Hostile Work Environment Attorneys Based in Miami, Florida
A hostile work environment may be created by communications, actions or behaviors from colleagues, members of management or third-parties that alter the terms and conditions of an employee’s work environment. For the workplace to be considered hostile under the law, the inappropriate conduct generally must go beyond casual joking or rude comments. In addition, it must be based upon a characteristic that is protected under the law, such as race, gender, or national origin.
There are federal, state, and local laws that prohibit this type of treatment in the workplace. For example, Title VII of the Civil Rights Act of 1964 (“Title VII”) and the Florida Civil Rights Act (“FCRA”), both of which apply to employers with 15 or more employees. Similarly, Miami-Dade County employers that have 5 or more employees could be subject to these claims.

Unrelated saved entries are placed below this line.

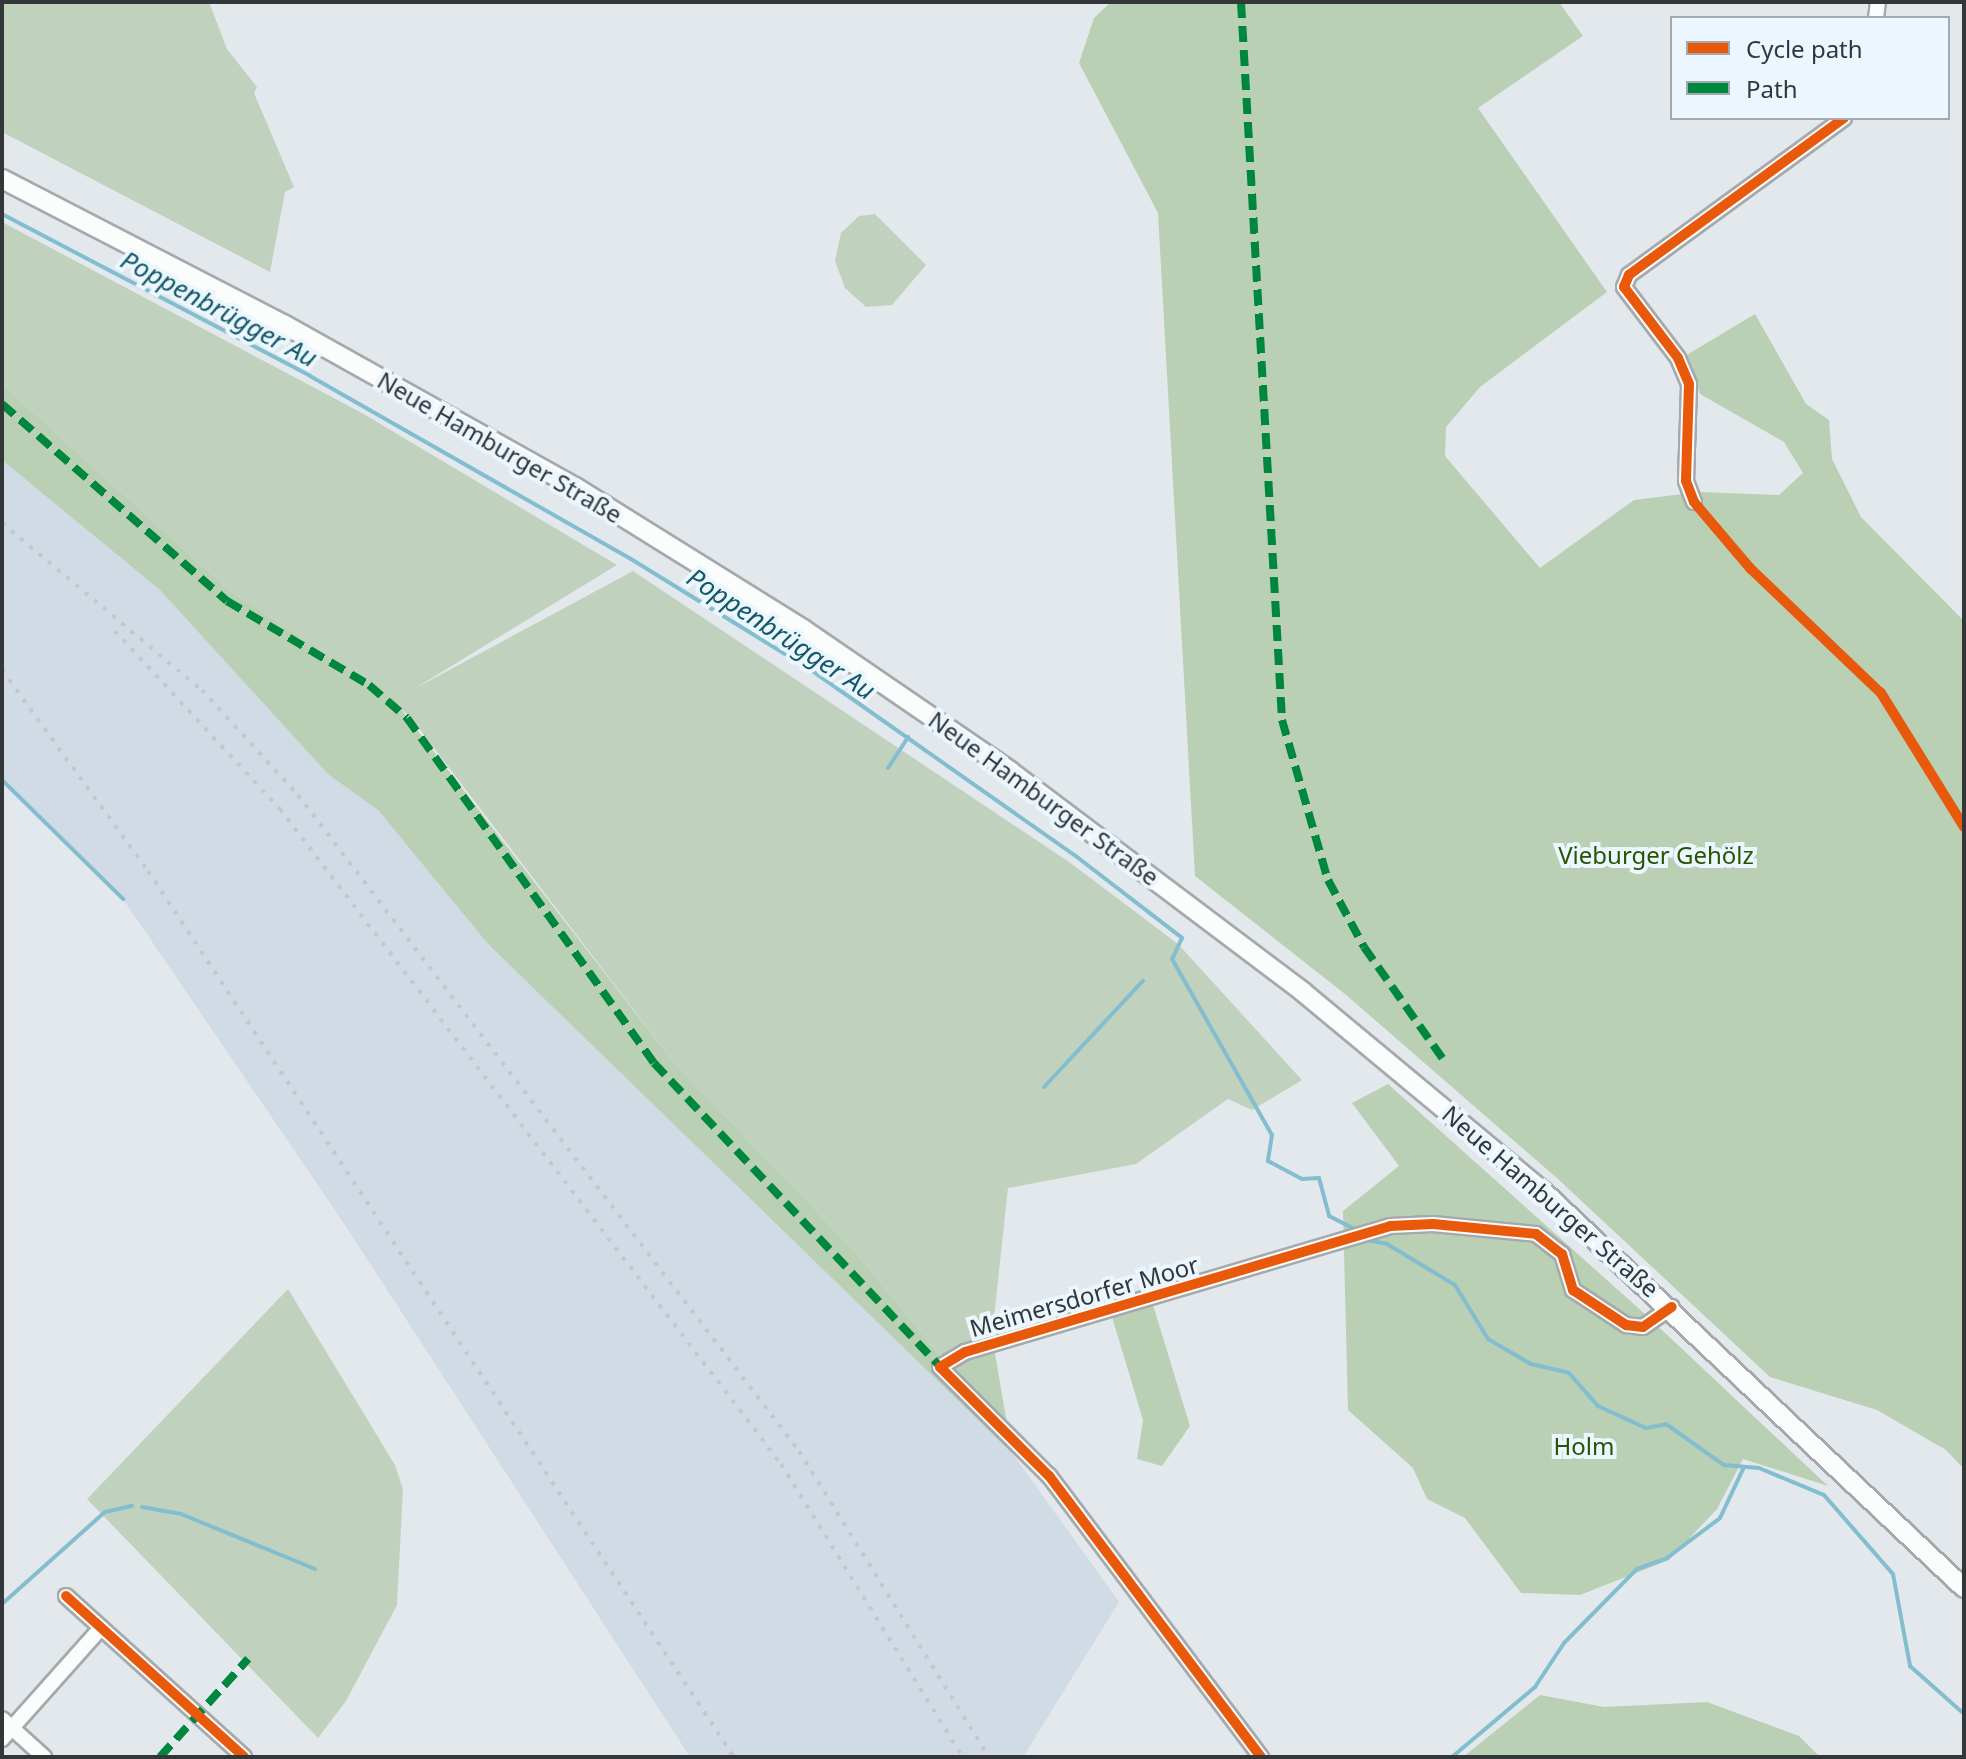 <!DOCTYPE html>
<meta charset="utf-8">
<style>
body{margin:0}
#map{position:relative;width:1966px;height:1759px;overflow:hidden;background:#e3e8ed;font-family:"Noto Sans",sans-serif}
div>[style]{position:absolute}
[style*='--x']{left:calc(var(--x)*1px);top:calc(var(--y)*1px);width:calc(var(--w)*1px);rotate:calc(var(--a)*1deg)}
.built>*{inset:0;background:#d0dbe5}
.green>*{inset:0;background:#c0d2bd}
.forest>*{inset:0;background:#b9d0b4}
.stream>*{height:4px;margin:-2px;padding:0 2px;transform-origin:2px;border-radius:2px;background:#82becf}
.roads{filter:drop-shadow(2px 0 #a5a9ac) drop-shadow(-2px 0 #a5a9ac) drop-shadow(0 2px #a5a9ac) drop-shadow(0 -2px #a5a9ac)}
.minor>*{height:14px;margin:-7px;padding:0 7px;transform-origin:7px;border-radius:7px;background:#fbfcfc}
.major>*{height:18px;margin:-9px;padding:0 9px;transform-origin:9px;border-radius:9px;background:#fbfcfc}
.rail>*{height:4px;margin-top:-2px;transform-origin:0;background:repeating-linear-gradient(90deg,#c5c7c8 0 4px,transparent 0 12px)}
.quiet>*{height:8px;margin-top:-4px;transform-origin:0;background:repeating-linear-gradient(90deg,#00873e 0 16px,transparent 0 24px)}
.cycleway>*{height:10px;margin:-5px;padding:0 5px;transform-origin:5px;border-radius:5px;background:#e8590c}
span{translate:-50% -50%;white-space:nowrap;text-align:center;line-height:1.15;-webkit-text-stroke:8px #ecf6fe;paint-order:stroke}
.street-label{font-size:24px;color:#33373a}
.park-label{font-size:24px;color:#275401}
.water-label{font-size:26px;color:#135969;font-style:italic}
.frame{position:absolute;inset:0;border:4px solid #33373a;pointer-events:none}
.legend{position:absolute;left:1670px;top:16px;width:280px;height:104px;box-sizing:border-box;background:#ecf6fe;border:2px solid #a2aab0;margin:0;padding:10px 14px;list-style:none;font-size:24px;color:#33373a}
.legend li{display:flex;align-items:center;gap:16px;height:40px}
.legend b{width:40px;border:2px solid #a2aab0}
</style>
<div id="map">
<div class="built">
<div style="clip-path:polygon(2px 460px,160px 590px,328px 773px,378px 810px,488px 944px,1012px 1453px,1119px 1602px,1023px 1757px,690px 1757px,345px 1225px,123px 899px,2px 780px)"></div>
</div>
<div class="green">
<div style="clip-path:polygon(2px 2px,209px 2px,227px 49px,257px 87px,254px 93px,294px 187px,285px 192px,270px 272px,2px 132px)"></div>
<div style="clip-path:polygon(875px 214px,926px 265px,892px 305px,866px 307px,845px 288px,835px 261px,841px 233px,859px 216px)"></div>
<div style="clip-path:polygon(2px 222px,362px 413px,617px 565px,414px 689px,633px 571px,1072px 864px,1178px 944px,1302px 1080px,1252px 1110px,1228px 1099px,1136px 1164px,1008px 1188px,992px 1336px,942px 1357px,850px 1246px,674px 1063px,409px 715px,231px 592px,2px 384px)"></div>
<div style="clip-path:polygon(288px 1289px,395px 1465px,403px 1489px,397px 1605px,346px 1701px,318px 1738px,87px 1499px)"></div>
</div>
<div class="forest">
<div style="clip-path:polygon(1111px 2px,1559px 2px,1583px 36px,1478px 108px,1607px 292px,1480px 387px,1446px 427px,1445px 456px,1540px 568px,1634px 500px,1699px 492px,1779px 495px,1803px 473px,1784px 442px,1700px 394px,1685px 356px,1755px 314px,1806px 404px,1829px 420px,1832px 459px,1861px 517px,1964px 621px,1964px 1469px,1946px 1450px,1877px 1410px,1770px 1377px,1558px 1179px,1345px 994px,1195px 876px,1158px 213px,1079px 63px,1094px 18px)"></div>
<div style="clip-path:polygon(2px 384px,231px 592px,394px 700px,674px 1063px,850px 1246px,941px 1356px,992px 1336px,1012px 1453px,488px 944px,378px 810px,328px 774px,160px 590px,2px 460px)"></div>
<div style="clip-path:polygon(1388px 1084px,1646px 1315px,1828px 1486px,1743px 1459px,1717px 1509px,1669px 1560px,1580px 1595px,1521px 1593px,1465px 1518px,1427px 1499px,1413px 1468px,1348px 1410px,1343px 1211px,1399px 1166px,1352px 1103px)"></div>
<div style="clip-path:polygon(1153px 1305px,1190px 1426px,1162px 1466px,1137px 1459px,1143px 1420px,1112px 1317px)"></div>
<div style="clip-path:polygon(1540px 1695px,1604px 1707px,1707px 1702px,1799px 1736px,1820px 1757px,1463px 1757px)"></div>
</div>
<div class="stream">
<div style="--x:2;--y:214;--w:348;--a:27.7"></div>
<div style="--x:310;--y:376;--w:369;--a:29.7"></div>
<div style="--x:631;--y:559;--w:211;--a:31.7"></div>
<div style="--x:811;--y:670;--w:325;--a:35.1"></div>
<div style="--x:1077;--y:857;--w:133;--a:37.6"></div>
<div style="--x:1182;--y:938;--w:23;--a:115"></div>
<div style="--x:1172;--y:959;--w:202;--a:60.4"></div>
<div style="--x:1272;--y:1135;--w:26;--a:99"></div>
<div style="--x:1268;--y:1161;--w:38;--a:28"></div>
<div style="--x:1302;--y:1179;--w:17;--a:-3"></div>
<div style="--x:1319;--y:1178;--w:39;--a:75"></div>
<div style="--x:1329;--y:1216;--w:30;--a:27"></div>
<div style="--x:888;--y:768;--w:37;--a:-57"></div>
<div style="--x:2;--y:780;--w:170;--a:44.5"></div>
<div style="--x:1044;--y:1087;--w:145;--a:-47"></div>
<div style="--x:1367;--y:1240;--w:20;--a:11"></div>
<div style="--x:1387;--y:1244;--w:79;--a:31.1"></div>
<div style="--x:1455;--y:1285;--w:63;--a:58.6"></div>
<div style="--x:1488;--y:1339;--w:50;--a:30.2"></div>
<div style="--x:1531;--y:1364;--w:39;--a:13"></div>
<div style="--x:1569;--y:1373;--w:44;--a:48.7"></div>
<div style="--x:1598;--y:1406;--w:53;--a:24.6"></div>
<div style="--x:1646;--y:1428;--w:20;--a:-11"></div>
<div style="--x:1666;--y:1424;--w:71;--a:35.3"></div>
<div style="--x:1724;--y:1465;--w:35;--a:5"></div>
<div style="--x:1759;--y:1468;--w:70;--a:22.6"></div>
<div style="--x:1824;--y:1495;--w:105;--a:48.9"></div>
<div style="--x:1893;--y:1574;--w:94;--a:79.5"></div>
<div style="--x:1910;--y:1666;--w:72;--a:41.6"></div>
<div style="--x:142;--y:1507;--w:40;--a:10"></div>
<div style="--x:181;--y:1514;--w:145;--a:22.3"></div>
<div style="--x:2;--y:1604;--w:138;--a:-41.8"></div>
<div style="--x:105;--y:1512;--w:28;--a:-13"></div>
<div style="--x:1452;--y:1757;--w:109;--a:-40.1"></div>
<div style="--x:1535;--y:1687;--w:53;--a:-56.6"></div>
<div style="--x:1564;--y:1643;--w:104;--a:-45.4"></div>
<div style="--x:1637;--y:1569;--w:32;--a:-20"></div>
<div style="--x:1667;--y:1558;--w:66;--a:-37"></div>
<div style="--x:1720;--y:1518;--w:56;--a:-64.8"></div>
</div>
<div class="roads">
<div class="minor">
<div style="--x:1876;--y:18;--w:16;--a:-83"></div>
<div style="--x:1694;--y:502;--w:22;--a:-111"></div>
<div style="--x:1686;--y:481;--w:97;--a:-88.2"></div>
<div style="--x:1689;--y:384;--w:28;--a:-113"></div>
<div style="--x:1678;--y:358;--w:89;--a:-127.3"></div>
<div style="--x:1624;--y:287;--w:13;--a:-67"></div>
<div style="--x:1629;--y:275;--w:266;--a:-36.1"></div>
<div style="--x:66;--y:1596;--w:240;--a:42.1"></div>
<div style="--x:2;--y:1719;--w:57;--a:42.1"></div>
<div style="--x:2;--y:1739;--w:149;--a:-48.3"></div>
<div style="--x:1261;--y:1757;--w:352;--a:-127"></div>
<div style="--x:1049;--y:1476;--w:154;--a:-135"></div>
<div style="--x:940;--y:1367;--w:29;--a:-31"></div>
<div style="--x:965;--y:1352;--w:443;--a:-16.5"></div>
<div style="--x:1390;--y:1226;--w:43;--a:-2.7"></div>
<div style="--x:1433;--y:1224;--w:103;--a:5.5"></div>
<div style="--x:1536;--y:1234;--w:33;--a:38"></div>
<div style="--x:1562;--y:1254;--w:38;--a:73"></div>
<div style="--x:1573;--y:1290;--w:64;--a:33.4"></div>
<div style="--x:1626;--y:1325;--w:17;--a:7"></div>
<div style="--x:1643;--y:1327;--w:35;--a:-35"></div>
</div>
<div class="major">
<div style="--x:2;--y:179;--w:318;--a:27.3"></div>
<div style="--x:285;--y:325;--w:332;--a:29.2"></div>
<div style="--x:575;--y:487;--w:269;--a:31.9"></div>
<div style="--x:803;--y:629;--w:251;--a:34.4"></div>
<div style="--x:1010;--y:771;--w:367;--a:37"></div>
<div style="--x:1303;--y:992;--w:313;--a:39.7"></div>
<div style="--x:1544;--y:1192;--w:577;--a:43.32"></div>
</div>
</div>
<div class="rail">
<div style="--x:2;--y:523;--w:261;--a:39.9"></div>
<div style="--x:202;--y:690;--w:142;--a:47.6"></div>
<div style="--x:298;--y:795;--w:825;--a:52.63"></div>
<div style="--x:799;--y:1451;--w:360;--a:58.2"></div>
<div style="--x:115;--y:631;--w:243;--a:47.2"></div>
<div style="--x:280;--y:809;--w:825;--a:52.59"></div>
<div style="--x:781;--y:1464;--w:345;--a:58.2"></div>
<div style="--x:2;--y:670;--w:248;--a:54"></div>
<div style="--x:148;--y:871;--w:1062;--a:56.52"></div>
</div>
<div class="quiet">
<div style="--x:1241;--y:2;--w:719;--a:86.73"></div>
<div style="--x:1282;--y:720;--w:166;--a:74"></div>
<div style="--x:1328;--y:880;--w:76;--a:61.8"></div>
<div style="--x:1364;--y:947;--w:137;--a:54.8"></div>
<div style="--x:2;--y:404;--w:299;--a:41.2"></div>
<div style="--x:227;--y:601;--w:165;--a:30.6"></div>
<div style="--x:369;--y:685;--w:50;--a:41"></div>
<div style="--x:407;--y:718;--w:424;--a:54.4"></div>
<div style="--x:654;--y:1063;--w:417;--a:46.7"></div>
<div style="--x:160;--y:1757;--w:132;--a:-48.1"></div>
</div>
<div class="cycleway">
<div style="--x:1844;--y:118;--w:266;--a:143.9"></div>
<div style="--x:1629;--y:275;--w:13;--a:113"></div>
<div style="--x:1624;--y:287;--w:89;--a:52.7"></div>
<div style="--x:1678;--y:358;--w:28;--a:67"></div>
<div style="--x:1689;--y:384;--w:97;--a:91.8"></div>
<div style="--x:1686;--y:481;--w:22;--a:69"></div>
<div style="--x:1694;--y:502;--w:87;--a:49.7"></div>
<div style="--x:1750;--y:568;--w:181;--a:43.7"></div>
<div style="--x:1881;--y:693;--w:158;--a:58.2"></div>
<div style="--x:66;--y:1596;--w:240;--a:42.1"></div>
<div style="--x:1261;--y:1757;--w:352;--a:-127"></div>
<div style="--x:1049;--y:1476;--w:154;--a:-135"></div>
<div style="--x:940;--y:1367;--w:29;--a:-31"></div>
<div style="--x:965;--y:1352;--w:443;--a:-16.5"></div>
<div style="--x:1390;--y:1226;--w:43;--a:-2.7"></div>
<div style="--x:1433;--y:1224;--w:103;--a:5.5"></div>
<div style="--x:1536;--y:1234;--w:33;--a:38"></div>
<div style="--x:1562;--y:1254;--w:38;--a:73"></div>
<div style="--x:1573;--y:1290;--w:64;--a:33.4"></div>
<div style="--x:1626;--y:1325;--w:17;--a:7"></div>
<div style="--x:1643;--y:1327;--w:35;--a:-35"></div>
</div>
<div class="street-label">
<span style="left:500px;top:447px;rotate:30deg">Neue Hamburger Straße</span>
<span style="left:1044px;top:798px;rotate:36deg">Neue Hamburger Straße</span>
<span style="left:1551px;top:1201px;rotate:41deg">Neue Hamburger Straße</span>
<span style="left:1084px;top:1296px;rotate:-16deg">Meimersdorfer Moor</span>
</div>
<div class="park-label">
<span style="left:1656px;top:855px">Vieburger Gehölz</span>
<span style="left:1584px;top:1446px">Holm</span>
</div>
<div class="water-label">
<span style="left:219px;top:309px;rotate:28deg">Poppenbrügger Au</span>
<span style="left:781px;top:634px;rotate:33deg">Poppenbrügger Au</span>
</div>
<div class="frame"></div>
<ul class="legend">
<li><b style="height:10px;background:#e8590c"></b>Cycle path</li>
<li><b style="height:10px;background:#00873e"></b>Path</li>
</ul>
</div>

The U.S. Court of Appeals for the Eleventh Circuit has explained that a hostile work environment exists where “the workplace is permeated with discriminatory intimidation, ridicule, and insult, that is sufficiently severe or pervasive to alter the conditions of … employment and create an abusive working environment.” Gowski v. Peake, 682 F.3d 1299, 1311 (11th Cir. 2012). Whether this test is met depends on the facts of each case. Claims of hostile work environment are proven through circumstantial evidence and the courts consider all aspects of the situation, including the frequency and severity of the allegedly hostile behavior.